Assets¶
Welcome to the greenhouse’s hidden treasures: the juicy, leafy data crops adversaries are after. Whether tucked safely behind fences or left out for the taking, every dataset tells a story. Here is what is growing, and what makes each variety so appealing.
Data releases¶
Think of data as different levels of greenhouse access. Sometimes it is just the head gardener poking about with good intentions. Other times, the gates are flung open and tourists can trample through at will. Here are the flavours:
Internal secondary research¶
This is the “we are just looking around the shed” kind. Internal teams reuse data they already had permission for, usually with some vague notion of anonymisation. The risk of external intruders is low, in theory, since access is tightly controlled. But let us not pretend an overconfident intern could not leave the door ajar.
External secondary research¶
Here, outsiders are allowed into the garden, but only after signing a blood pact (or a data-sharing agreement). With anonymisation, contracts, and a few watchdogs, it feels secure. That is, until someone gets clever with auxiliary information and finds a way to pick the lock. Trust, but verify, and then lock the compost bin.
Public release¶
The wild meadow: data tossed out into the open, ripe for the picking. Anyone with a basket and bad intentions can gather what they like. It is impossible to know who is harvesting or what tools they have brought. Here, assumptions about adversary motivation and technical skill do not just backfire. They explode like overripe fruit.
Auxiliary information¶
You might think your data is safe, anonymised and stripped of names. But adversaries are tenacious compost sniffers, and they will dig through the mulch to find what they need.
They collect crumbs: bits of information from petitions, forums, even a colleague’s old review of a garden centre.
They buy old maps: open datasets, neighbourhood statistics, and that quaint survey from 2009.
They inherit leftovers: mergers, acquisitions, and shadowy black market data swaps.
And sometimes they find hints inside the target dataset itself, like a cryptic note left in a flowerpot.
In short: they will mix and match with whatever is lying around to figure out what is really growing in your greenhouse.
Target dataset¶
The main crop: the big, labelled “anonymised” but still suspiciously personal collection of records. The names and phone numbers are gone, replaced with techniques like k-anonymity. But with enough auxiliary information and determination, the roots are traceable. See mitigations for what those techniques can and cannot do.
Biometric data¶
Faces, voices, fingerprints, gait patterns, and retina scans. Biometric data is uniquely dangerous because it cannot be changed. A breached password can be reset. A leaked face cannot be replaced.
Facial recognition databases built from scraped social media images, voice prints extracted from customer service calls, and gait signatures lifted from CCTV footage all create permanent linking keys that persist across any number of future datasets. See also: metadata and browser fingerprinting.
Location and mobility data¶
GPS trails, mobile cell tower logs, transport card swipes, and geofenced advertising data. Location data is among the most re-identifying categories that exists. A 2013 study by de Montjoye et al. demonstrated that just four approximate location points are sufficient to uniquely identify 95% of individuals in a mobile dataset.
Continuous location data reveals home address, workplace, religious attendance, medical appointments, political activity, and intimate relationships, all without a single explicit label.
Behavioural and temporal patterns¶
The rhythm of behaviour over time: when you wake up, how long you spend on particular pages, the order in which you complete tasks, your response latency to notifications. Temporal patterns are highly distinctive and extremely difficult to anonymise, because the structure of someone’s day is often more identifying than any single data point within it.
Behavioural fingerprints extracted from mouse movement, keystroke dynamics, and scroll behaviour can re-identify individuals across sessions even after all explicit identifiers have been removed.
Graph and network data¶
Your social graph: who you are connected to, how often you communicate, the structure of your relationships. Graph data is particularly resistant to anonymisation because the re-identifying information is structural rather than attribute-based. Removing names leaves the shape of the network intact, and that shape is often sufficient.

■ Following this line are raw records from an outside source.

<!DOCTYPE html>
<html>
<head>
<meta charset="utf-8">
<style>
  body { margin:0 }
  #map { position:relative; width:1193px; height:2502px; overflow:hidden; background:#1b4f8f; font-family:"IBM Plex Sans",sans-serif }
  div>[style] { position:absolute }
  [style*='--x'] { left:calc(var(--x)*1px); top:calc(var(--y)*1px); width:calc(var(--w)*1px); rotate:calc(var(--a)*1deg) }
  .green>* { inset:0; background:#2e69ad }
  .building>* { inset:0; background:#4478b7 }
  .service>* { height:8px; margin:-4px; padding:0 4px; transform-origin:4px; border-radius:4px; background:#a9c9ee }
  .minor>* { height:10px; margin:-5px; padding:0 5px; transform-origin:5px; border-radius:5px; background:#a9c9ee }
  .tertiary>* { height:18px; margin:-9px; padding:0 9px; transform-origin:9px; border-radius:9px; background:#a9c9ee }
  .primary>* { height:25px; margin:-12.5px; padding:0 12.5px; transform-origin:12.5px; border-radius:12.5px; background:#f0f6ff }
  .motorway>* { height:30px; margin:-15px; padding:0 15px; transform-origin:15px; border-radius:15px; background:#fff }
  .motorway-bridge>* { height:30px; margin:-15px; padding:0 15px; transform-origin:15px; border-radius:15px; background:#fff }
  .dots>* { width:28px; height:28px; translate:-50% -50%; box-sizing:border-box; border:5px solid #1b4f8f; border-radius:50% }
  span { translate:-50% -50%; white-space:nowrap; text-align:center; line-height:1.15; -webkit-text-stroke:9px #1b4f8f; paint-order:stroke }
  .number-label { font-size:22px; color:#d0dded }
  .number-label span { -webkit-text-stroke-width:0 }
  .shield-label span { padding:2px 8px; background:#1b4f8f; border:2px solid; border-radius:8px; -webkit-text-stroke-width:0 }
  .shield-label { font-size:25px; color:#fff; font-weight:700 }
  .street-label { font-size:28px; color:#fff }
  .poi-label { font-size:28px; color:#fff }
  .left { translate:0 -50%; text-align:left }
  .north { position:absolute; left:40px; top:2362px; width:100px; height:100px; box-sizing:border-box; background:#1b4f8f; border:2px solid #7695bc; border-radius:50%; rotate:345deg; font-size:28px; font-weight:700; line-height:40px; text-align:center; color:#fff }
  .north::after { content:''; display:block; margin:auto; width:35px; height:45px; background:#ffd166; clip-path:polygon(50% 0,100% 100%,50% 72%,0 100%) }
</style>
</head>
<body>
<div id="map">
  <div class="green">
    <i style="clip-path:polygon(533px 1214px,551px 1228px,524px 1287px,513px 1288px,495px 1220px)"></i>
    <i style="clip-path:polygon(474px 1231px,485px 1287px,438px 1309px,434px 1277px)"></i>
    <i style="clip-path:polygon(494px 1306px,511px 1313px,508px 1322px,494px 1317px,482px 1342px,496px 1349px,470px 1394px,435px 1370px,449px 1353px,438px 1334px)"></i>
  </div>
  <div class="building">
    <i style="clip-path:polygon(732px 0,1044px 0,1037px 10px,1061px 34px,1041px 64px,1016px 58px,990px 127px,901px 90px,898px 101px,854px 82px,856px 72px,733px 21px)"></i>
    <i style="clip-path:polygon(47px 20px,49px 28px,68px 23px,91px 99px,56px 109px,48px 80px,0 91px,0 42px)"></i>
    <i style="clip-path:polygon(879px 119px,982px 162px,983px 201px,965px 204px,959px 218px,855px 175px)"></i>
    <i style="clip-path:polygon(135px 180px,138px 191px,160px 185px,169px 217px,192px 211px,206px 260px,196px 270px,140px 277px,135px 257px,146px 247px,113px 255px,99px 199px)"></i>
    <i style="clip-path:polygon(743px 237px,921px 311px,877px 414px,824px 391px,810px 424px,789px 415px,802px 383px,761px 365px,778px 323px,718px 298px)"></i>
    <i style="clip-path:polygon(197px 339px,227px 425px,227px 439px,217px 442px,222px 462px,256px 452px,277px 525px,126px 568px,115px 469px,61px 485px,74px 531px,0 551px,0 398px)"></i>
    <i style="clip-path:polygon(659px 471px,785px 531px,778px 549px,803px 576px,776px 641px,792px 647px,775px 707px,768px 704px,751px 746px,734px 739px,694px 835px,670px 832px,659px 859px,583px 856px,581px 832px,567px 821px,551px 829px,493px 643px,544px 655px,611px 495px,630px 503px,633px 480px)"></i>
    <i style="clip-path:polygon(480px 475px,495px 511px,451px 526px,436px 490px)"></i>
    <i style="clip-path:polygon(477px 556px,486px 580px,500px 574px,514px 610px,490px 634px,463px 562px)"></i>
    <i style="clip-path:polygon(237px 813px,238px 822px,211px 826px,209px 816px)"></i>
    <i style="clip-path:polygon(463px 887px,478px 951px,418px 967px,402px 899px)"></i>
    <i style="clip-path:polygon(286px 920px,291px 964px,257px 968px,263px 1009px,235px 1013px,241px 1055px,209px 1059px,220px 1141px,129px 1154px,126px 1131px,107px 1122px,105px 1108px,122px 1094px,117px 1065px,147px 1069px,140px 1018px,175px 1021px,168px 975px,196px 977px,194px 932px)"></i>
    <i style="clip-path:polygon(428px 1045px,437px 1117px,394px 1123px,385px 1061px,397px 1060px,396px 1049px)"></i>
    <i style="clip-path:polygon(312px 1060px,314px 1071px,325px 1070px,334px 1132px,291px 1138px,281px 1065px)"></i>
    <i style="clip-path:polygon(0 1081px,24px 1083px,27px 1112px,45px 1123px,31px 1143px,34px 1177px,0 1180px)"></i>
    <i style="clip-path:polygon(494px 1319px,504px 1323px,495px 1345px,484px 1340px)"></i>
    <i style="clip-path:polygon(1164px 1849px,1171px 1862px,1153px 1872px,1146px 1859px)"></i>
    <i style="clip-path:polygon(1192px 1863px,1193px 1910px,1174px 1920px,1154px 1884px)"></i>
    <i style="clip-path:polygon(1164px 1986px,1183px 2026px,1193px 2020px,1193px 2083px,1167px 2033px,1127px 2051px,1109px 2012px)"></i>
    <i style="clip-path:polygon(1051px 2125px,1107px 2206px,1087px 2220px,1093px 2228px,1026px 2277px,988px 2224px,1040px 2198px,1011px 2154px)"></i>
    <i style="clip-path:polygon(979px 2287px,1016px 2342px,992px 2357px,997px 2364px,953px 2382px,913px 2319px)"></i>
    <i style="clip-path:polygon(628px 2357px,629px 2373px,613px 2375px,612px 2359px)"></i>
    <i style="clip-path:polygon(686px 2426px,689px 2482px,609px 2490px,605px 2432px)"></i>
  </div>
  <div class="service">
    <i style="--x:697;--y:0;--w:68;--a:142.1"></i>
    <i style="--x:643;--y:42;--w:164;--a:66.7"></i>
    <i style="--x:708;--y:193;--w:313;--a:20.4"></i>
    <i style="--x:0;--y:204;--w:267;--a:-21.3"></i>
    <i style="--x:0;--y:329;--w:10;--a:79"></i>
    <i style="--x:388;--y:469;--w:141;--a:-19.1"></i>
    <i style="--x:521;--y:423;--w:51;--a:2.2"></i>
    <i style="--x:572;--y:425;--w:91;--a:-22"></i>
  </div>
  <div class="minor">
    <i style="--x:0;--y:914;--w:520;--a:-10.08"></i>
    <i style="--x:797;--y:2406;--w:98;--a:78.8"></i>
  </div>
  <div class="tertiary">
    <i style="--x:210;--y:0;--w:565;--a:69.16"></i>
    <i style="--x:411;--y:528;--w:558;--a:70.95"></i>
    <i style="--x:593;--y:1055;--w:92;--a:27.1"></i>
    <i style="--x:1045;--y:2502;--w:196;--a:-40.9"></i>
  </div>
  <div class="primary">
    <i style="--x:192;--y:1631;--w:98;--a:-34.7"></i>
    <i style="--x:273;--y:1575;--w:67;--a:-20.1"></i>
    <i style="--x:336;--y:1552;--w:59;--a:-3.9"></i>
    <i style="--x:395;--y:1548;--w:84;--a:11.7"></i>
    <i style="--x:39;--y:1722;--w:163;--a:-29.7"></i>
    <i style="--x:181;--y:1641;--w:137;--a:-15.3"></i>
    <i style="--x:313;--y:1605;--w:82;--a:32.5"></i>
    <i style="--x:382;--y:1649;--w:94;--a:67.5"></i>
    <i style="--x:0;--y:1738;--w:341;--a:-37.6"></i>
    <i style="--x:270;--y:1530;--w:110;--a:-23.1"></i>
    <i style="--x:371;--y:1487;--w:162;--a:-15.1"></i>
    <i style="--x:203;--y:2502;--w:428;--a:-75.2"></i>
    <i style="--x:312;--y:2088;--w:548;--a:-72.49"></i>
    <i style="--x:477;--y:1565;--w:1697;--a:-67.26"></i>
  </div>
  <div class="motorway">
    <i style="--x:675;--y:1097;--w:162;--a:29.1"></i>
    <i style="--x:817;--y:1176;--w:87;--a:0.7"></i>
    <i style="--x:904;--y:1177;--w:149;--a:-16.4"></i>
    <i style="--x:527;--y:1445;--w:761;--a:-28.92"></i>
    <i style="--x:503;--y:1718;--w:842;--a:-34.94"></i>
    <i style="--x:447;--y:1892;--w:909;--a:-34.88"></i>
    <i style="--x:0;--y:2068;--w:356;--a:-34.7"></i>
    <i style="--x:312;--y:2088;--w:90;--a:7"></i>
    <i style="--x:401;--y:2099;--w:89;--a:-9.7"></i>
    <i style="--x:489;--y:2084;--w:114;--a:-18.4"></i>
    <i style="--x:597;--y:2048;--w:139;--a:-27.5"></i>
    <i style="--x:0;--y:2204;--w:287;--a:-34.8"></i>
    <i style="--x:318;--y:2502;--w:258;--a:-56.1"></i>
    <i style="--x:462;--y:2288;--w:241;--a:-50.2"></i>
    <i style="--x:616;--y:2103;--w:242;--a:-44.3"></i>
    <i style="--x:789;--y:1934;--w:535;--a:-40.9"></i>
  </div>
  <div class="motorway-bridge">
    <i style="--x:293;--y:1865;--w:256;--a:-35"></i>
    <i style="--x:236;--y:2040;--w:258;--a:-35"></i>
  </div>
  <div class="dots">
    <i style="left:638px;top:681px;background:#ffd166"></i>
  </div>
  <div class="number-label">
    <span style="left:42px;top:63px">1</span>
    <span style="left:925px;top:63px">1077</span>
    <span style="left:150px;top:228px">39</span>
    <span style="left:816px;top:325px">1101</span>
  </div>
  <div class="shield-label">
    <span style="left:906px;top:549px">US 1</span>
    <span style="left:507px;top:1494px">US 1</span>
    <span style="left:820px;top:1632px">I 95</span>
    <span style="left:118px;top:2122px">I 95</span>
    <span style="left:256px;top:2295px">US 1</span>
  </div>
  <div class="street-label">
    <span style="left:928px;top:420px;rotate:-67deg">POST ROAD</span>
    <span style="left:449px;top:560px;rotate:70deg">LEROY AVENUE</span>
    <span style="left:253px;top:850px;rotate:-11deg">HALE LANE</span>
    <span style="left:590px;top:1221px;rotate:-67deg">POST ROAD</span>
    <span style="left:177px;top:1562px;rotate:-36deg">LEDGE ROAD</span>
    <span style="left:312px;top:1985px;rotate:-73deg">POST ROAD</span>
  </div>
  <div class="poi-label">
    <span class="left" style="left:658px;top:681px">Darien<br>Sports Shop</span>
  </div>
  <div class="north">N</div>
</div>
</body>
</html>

This includes contact lists, follower networks, communication metadata, and co-authorship or co-participation graphs.
Device fingerprints¶
Browser configuration, screen resolution, installed fonts, GPU rendering characteristics, time zone, language settings, and hardware identifiers combine to form a fingerprint that is often unique to a single device and therefore a single person. These fingerprints persist across incognito sessions, VPNs, and cleared cookies.
See also: browser fingerprinting.
Synthetic data¶
Artificially generated records designed to mimic a real dataset without containing any real individuals. Increasingly used in healthcare and finance as a privacy-preserving alternative to sharing raw data.
Synthetic data deserves its own entry here because it is an asset that carries concealed risk. It is not automatically safe: generative models trained on small or unusual populations may reproduce identifying patterns; membership inference attacks can sometimes establish whether a particular individual’s data contributed to the training process. “It is synthetic” is not a guarantee of safety. It is a starting point for a more careful conversation.